Without invoking Cesaro-Stolz, "epsilon-delta" argument:
Suppose $z_n \to a$. Let $S_n = \sum_{k=0}^n a_k$. We have
$$
\left|w_n - a\right|=\left|\frac{\sum_{k=0}^n a_k \left|z_k - a\right|}{\sum_{k=0}^n a_k}\right|\leq \frac{1}{S_n}\sum_{k=0}^n a_k \left|z_k - a\right|
$$
Fix $\varepsilon > 0$. Since $z_k\to a$, there is $N$ such that for $n>N$ we have $\left|z_n - a\right|<\varepsilon/2$. Now,
$$
\left|w_n-a\right|\leq \frac{1}{S_n}\sum_{k=0}^N a_k \left|z_k - a\right|+
\frac{1}{S_n}\sum_{k=N+1}^n a_k \left|z_k - a\right|
$$
But $S_n\to\infty$ by assumption (positive terms, does not converge), so the first part tends to $0$ (sum remains fixed). And
$$
\frac{1}{S_n}\sum_{k=N+1}^n a_k \left|z_k - a\right|<
\frac{1}{S_n}\sum_{k=N+1}^n a_k \frac{\varepsilon}{2}=
\frac{\varepsilon}{2S_n}\sum_{k=N+1}^n a_k
$$
Now,
$$
\sum_{k=N+1}^n a_k = \sum_{k=N+1}^n a_k + \sum_{k=0}^N a_k - \sum_{k=0}^N a_k =
\sum_{k=0}^n a_k - \sum_{k=0}^N a_k = S_n - S_N
$$
and so
$$
\frac{1}{S_n}\sum_{k=N+1}^n a_k=\frac{S_n - S_N}{S_n}=1-\frac{S_N}{S_n}<1
$$
therefore
$$
\frac{\varepsilon}{2S_n}\sum_{k=N+1}^n a_k<\frac{\varepsilon}{2}
$$
Hence, for large enough $n$, $\left|w_n-a\right|<\varepsilon$.
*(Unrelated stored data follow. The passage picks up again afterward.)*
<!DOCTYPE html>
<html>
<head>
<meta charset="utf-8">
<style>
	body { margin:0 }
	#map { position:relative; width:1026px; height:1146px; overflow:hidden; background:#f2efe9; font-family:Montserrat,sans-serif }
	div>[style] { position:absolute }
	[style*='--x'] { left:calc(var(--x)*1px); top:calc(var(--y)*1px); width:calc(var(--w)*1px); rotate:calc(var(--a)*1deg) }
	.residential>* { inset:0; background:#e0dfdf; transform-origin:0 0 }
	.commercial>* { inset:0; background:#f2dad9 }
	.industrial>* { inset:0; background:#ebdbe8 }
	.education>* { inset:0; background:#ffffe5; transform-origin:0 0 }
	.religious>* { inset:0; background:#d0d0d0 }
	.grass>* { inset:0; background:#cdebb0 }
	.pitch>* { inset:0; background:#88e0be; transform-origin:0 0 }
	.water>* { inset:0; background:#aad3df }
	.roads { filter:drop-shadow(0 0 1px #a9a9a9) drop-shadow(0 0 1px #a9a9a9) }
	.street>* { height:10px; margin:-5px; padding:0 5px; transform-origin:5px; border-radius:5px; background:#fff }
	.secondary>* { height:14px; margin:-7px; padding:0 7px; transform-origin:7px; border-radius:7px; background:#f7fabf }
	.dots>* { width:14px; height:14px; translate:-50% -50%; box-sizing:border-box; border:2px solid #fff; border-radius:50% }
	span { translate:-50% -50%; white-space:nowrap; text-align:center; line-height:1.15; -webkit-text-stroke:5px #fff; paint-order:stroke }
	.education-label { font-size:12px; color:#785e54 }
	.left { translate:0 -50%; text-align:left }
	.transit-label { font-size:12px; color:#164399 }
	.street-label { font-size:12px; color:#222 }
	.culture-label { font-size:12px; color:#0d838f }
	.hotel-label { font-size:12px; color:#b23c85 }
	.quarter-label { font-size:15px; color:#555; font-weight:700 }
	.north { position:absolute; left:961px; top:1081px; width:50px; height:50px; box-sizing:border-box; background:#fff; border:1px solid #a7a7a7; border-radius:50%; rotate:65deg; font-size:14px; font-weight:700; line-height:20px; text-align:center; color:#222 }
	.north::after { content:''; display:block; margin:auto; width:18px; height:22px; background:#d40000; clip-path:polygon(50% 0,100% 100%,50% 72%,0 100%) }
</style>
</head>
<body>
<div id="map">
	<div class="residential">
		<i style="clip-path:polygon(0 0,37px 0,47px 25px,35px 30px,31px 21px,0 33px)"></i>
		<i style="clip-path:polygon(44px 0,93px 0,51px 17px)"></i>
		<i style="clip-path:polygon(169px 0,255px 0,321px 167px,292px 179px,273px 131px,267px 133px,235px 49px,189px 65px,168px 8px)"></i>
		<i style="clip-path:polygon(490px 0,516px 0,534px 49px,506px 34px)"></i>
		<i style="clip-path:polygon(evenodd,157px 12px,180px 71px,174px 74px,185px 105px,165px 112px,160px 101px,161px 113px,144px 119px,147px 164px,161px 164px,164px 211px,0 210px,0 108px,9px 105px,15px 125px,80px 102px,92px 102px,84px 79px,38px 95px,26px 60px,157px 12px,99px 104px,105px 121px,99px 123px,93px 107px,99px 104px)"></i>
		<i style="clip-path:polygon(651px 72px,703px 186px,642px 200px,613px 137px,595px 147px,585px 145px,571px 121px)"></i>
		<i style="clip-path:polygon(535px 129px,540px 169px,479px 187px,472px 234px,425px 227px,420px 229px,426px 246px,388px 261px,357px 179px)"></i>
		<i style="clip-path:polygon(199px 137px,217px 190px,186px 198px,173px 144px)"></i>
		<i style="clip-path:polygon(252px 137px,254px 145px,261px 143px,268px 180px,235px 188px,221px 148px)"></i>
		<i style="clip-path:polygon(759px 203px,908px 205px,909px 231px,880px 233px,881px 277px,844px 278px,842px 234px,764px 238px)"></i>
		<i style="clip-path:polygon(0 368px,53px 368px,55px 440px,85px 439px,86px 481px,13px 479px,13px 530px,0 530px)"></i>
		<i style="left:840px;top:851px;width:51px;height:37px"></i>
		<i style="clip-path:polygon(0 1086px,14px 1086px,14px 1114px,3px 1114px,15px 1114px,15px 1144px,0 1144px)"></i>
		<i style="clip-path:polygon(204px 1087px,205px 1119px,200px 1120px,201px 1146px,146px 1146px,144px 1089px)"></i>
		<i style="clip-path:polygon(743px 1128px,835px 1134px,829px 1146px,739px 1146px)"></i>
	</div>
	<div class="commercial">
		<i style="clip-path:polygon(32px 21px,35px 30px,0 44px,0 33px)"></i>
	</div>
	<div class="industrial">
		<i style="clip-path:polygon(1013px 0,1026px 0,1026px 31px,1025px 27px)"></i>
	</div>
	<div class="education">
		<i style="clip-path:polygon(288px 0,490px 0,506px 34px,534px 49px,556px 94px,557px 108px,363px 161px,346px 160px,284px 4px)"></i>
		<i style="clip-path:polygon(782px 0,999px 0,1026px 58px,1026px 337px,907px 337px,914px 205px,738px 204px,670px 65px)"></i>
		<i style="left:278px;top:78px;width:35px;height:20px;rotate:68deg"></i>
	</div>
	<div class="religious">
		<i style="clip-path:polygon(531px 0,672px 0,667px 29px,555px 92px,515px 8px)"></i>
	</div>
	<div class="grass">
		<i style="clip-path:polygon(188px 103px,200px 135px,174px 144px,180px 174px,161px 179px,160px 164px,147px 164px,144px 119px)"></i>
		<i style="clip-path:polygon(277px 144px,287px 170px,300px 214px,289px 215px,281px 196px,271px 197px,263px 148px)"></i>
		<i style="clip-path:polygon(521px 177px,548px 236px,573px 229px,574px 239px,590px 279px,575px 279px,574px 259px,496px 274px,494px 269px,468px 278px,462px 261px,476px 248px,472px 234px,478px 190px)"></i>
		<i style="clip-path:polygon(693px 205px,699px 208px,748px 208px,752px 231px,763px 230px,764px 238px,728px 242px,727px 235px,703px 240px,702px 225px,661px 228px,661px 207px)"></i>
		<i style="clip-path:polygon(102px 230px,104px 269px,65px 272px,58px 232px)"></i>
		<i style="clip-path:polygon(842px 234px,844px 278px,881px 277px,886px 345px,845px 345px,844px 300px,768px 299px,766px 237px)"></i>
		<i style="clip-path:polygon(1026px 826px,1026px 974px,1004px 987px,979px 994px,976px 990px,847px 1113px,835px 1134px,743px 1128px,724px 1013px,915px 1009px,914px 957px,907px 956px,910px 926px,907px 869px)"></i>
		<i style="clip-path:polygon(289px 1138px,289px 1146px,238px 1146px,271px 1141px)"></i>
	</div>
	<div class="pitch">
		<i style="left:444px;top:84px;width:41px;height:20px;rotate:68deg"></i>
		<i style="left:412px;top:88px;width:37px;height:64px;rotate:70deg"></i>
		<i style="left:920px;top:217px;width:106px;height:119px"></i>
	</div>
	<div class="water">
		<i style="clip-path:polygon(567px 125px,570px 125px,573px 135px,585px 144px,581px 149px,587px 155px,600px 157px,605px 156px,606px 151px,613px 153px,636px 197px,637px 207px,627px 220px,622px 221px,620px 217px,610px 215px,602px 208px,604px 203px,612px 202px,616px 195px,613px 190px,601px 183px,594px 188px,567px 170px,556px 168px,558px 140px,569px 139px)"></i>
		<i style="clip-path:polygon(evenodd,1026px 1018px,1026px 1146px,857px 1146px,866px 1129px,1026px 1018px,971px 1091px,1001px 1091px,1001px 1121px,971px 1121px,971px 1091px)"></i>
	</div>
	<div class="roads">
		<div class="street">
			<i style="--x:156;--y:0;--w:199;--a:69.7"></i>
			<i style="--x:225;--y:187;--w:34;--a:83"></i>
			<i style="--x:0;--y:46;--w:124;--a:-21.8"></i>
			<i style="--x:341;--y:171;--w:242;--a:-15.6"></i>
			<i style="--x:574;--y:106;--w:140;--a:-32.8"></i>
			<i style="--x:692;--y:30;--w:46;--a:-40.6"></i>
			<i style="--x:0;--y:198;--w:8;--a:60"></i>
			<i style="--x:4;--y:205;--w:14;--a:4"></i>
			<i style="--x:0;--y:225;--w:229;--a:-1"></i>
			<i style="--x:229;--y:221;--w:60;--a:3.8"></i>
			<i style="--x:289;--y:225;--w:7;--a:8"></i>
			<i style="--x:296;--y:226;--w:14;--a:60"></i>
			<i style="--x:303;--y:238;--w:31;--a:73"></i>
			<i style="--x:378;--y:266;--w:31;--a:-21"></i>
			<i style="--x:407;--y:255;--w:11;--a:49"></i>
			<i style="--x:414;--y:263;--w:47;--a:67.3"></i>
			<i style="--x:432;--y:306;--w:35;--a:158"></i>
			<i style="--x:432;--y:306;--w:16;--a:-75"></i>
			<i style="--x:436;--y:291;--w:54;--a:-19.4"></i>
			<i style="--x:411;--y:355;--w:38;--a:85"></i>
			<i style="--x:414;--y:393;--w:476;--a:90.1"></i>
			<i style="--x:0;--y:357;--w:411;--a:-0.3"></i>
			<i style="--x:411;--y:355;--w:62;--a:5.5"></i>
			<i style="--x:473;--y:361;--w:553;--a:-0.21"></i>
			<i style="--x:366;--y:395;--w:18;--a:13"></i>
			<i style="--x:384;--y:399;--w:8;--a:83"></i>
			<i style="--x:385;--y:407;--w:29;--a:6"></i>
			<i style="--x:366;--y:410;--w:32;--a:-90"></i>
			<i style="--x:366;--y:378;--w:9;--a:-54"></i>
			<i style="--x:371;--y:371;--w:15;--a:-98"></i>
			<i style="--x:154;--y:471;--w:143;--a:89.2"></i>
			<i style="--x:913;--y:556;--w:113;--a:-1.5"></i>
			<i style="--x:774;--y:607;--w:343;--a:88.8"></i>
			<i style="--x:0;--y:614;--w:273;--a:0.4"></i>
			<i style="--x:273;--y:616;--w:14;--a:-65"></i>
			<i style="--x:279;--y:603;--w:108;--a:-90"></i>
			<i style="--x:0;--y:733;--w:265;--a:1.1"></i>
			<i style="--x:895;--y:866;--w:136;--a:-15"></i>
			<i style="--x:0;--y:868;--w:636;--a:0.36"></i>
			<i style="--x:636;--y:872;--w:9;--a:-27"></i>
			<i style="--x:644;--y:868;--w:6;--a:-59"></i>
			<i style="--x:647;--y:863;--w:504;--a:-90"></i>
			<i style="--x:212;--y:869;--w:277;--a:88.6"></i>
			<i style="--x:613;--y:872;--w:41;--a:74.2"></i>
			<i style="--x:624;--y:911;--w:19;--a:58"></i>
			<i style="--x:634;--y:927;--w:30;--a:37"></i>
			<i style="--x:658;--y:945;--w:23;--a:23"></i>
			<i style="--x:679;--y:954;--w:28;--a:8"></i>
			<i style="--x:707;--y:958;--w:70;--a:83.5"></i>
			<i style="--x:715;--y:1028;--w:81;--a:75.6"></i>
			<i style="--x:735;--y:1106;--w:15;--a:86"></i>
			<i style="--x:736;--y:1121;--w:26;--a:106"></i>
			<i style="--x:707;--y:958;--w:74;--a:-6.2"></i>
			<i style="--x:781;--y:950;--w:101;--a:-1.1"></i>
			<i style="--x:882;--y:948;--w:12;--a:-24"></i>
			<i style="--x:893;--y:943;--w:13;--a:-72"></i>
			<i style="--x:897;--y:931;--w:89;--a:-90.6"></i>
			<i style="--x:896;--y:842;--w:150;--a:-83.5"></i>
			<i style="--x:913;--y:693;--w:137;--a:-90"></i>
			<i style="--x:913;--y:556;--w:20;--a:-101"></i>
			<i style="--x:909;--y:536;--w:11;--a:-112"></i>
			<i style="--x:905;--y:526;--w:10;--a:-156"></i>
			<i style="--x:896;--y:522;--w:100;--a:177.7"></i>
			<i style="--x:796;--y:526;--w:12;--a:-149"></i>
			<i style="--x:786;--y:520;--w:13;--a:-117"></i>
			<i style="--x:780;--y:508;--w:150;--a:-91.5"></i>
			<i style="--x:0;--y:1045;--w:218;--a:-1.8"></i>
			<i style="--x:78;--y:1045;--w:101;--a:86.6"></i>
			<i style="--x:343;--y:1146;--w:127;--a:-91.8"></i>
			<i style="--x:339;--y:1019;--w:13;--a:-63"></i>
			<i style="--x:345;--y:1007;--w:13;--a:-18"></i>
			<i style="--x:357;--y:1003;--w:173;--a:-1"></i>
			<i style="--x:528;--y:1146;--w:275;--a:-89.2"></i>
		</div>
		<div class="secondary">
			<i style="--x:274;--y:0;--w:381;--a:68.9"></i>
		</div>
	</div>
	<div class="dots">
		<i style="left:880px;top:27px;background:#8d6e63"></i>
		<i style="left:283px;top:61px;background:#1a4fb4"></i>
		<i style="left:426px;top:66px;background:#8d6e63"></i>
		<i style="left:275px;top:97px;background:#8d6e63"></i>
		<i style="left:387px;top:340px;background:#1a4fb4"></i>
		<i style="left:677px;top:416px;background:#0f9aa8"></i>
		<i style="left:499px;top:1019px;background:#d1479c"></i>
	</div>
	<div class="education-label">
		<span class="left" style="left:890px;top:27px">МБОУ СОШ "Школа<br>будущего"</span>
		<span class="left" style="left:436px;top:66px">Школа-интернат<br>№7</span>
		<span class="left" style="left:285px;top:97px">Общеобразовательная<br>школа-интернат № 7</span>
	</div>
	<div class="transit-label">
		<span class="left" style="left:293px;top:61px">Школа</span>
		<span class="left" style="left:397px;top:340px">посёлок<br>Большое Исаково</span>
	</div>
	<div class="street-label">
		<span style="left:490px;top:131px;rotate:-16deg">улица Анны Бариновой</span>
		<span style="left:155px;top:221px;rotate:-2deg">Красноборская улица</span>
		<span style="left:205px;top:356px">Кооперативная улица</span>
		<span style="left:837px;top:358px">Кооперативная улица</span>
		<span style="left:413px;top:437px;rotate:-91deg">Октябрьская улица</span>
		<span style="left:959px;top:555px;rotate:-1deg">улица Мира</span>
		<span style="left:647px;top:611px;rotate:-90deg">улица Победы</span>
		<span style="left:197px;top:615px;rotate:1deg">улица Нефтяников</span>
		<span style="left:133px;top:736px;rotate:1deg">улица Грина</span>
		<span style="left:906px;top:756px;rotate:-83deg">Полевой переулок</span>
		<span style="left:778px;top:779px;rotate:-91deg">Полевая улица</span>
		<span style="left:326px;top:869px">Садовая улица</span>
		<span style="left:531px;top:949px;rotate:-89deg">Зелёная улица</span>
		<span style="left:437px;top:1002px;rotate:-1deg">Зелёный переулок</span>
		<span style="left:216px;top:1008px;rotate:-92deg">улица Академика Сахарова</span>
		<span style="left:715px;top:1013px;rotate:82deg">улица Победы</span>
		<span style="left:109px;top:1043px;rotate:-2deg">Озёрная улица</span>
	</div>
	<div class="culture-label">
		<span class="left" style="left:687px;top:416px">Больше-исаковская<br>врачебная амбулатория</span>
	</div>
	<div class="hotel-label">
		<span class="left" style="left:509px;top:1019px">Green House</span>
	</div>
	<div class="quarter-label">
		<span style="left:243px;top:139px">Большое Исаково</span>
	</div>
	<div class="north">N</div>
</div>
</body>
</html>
Suppose now $z_n\to+\infty$. Fix $M > 0$. From some point, $z_n > M + 1$. Similar argument shows, that part of sum before that point can be neglected (bounded in absolute value by $\varepsilon$), and after that it's big enough to guarantee that limit is greater than $M$:
$$
\frac{1}{S_n}\left|\sum_{k=0}^N a_k z_k\right|\to 0
$$
as $n\to \infty$, since $N$ remains fixed, and $S_n\to\infty$. For large enough $n$ it is thus bounded by $\varepsilon$.
$$
\frac{1}{S_n}\sum_{k=N+1}^n a_k z_k \geq \frac{1}{S_n}\sum_{k=N+1}^n a_k (M+1)=\frac{S_n - S_N}{S_n}(M+1)>M+\varepsilon
$$
eventually, since $S_N/S_n\to 0$. Finally,
$$
w_n=\frac{1}{S_n}\sum_{k=0}^n a_k z_k\geq
\frac{1}{S_n}\sum_{k=N+1}^n a_k z_k-\frac{1}{S_n}\left|\sum_{k=0}^N a_k z_k\right|>M+\varepsilon-\varepsilon=M
$$
Therefore, $w_n > M$ for large enough $n$.